You are viewing a plain text version of this content. The canonical link for it is here.
Posted to commits@arrow.apache.org by we...@apache.org on 2017/11/07 21:22:24 UTC
[arrow] branch master updated: ARROW-1716: [Format/JSON] Use string
integer value for Decimals in JSON
This is an automated email from the ASF dual-hosted git repository.

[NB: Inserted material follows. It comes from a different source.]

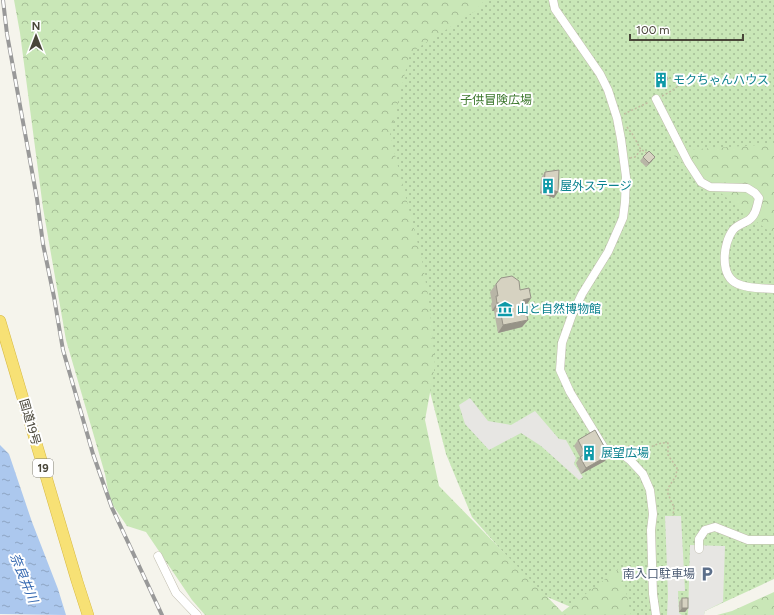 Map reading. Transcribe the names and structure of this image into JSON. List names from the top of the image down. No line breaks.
{"streets":{"highway":["国道19号","19"]},"water":["奈良井川"],"parks":["子供冒険広場"],"places":{"building":["モクちゃんハウス","屋外ステージ","展望広場"],"museum":["山と自然博物館"],"parking":["南入口駐車場"]},"scale_bar":"100 m","north":"top"} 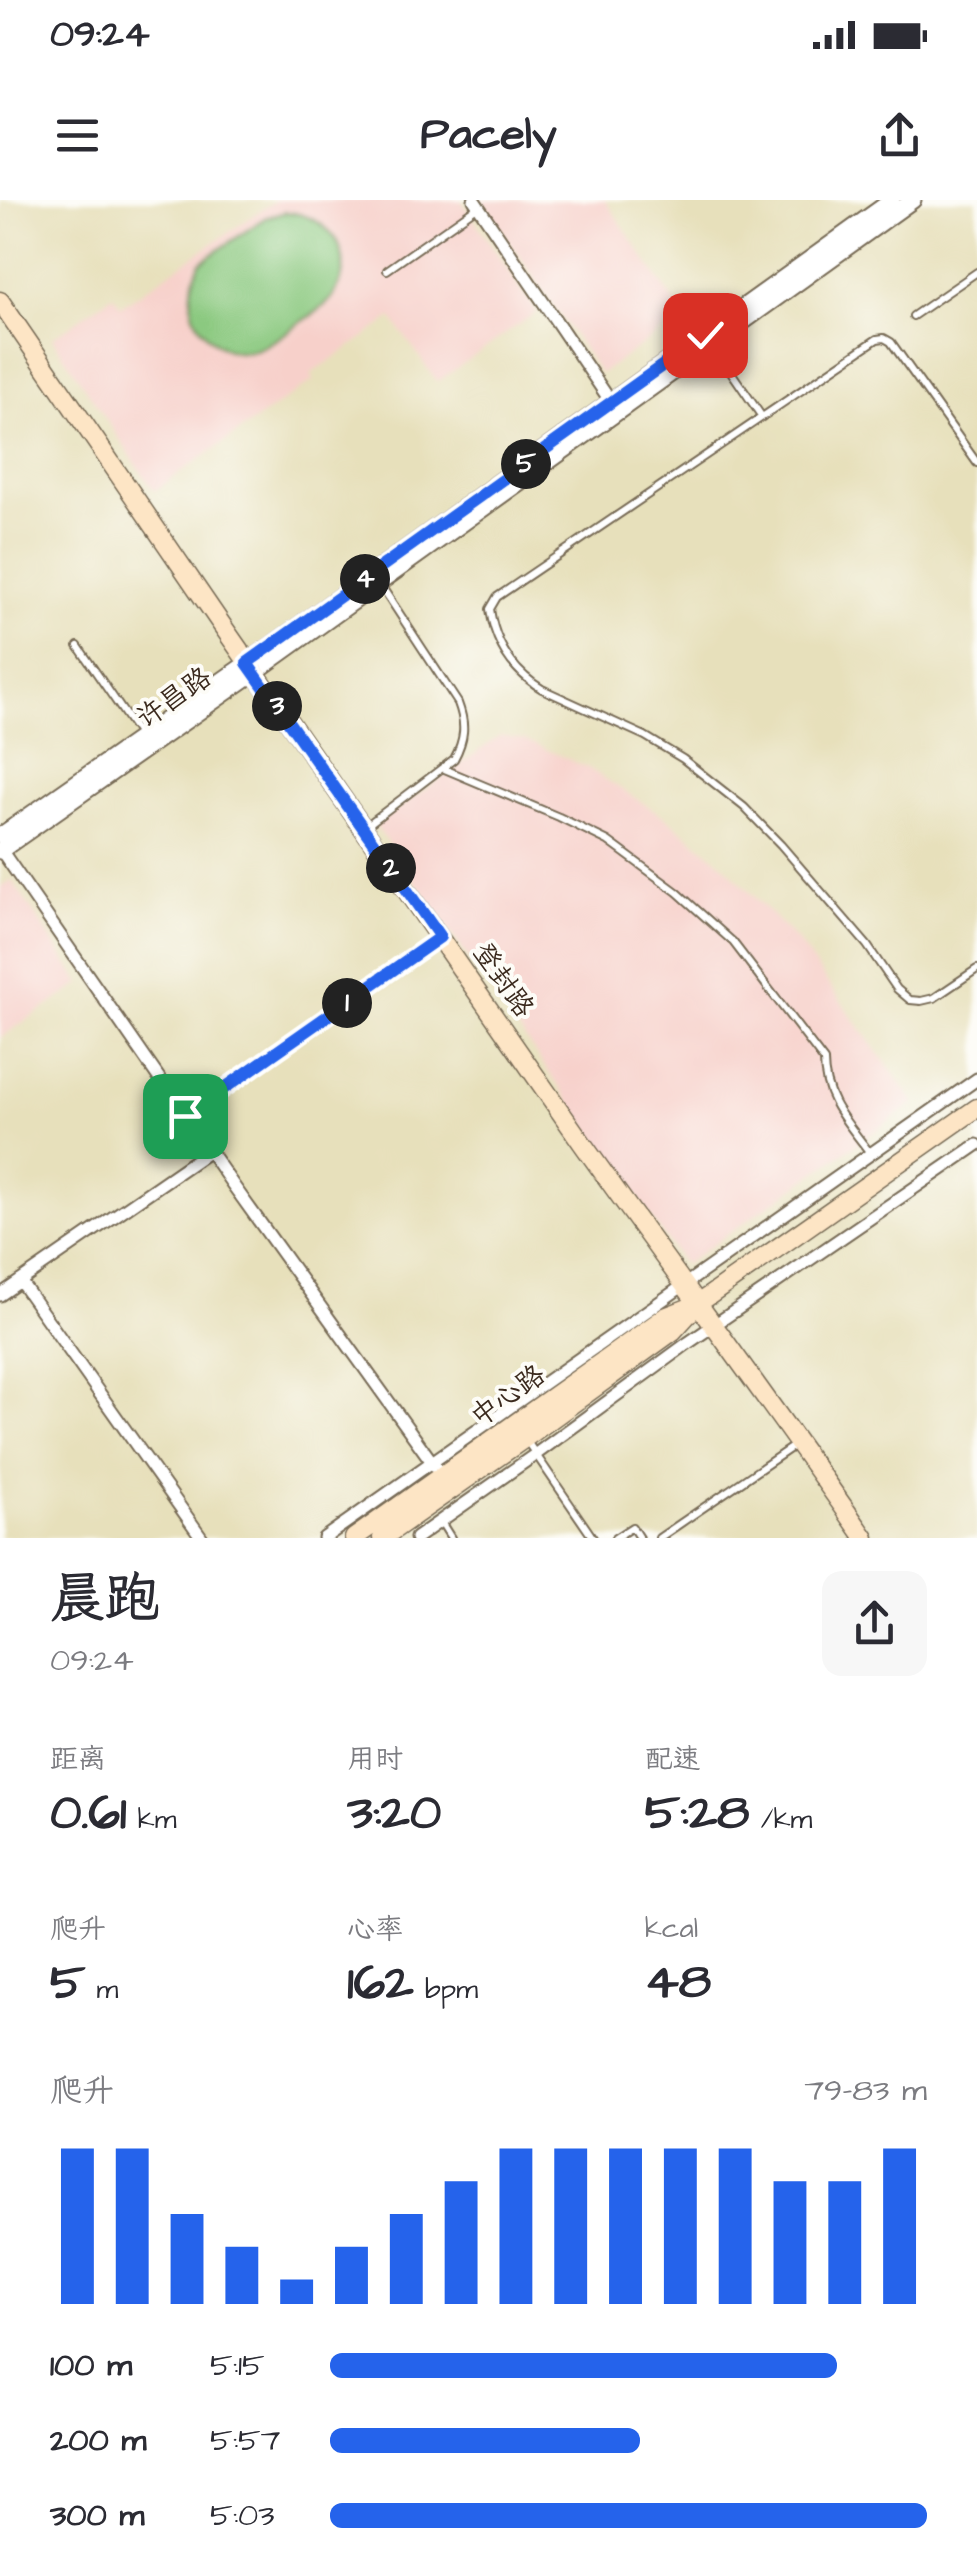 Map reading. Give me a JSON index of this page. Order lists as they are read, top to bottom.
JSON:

wesm pushed a commit to branch master
in repository https://gitbox.apache.org/repos/asf/arrow.git
The following commit(s) were added to refs/heads/master by this push:
new 3188d70 ARROW-1716: [Format/JSON] Use string integer value for Decimals in JSON
3188d70 is described below
commit 3188d70202795d8e0a8092ec5685d859b02e366d
Author: Phillip Cloud <cp...@gmail.com>
AuthorDate: Tue Nov 7 16:22:20 2017 -0500
ARROW-1716: [Format/JSON] Use string integer value for Decimals in JSON
Author: Phillip Cloud <cp...@gmail.com>
Closes #1267 from cpcloud/ARROW-1716 and squashes the following commits:
b4f3aed2 [Phillip Cloud] Add cases for every valid precision
f8d4391f [Phillip Cloud] Use the full range of decimal values in integration tests
6fef5f71 [Phillip Cloud] ARROW-1716: [Format/JSON] Use string integer value for Decimals in JSON
---
cpp/src/arrow/ipc/ipc-read-write-test.cc | 4 +-
cpp/src/arrow/ipc/json-internal.cc | 69 +++++++++++---
cpp/src/arrow/ipc/test-common.h | 13 ++-
integration/integration_test.py | 105 ++++++++++++---------
.../arrow/vector/file/json/JsonFileReader.java | 9 +-
.../arrow/vector/file/json/JsonFileWriter.java | 8 +-
.../apache/arrow/vector/util/DecimalUtility.java | 32 ++++++-
7 files changed, 165 insertions(+), 75 deletions(-)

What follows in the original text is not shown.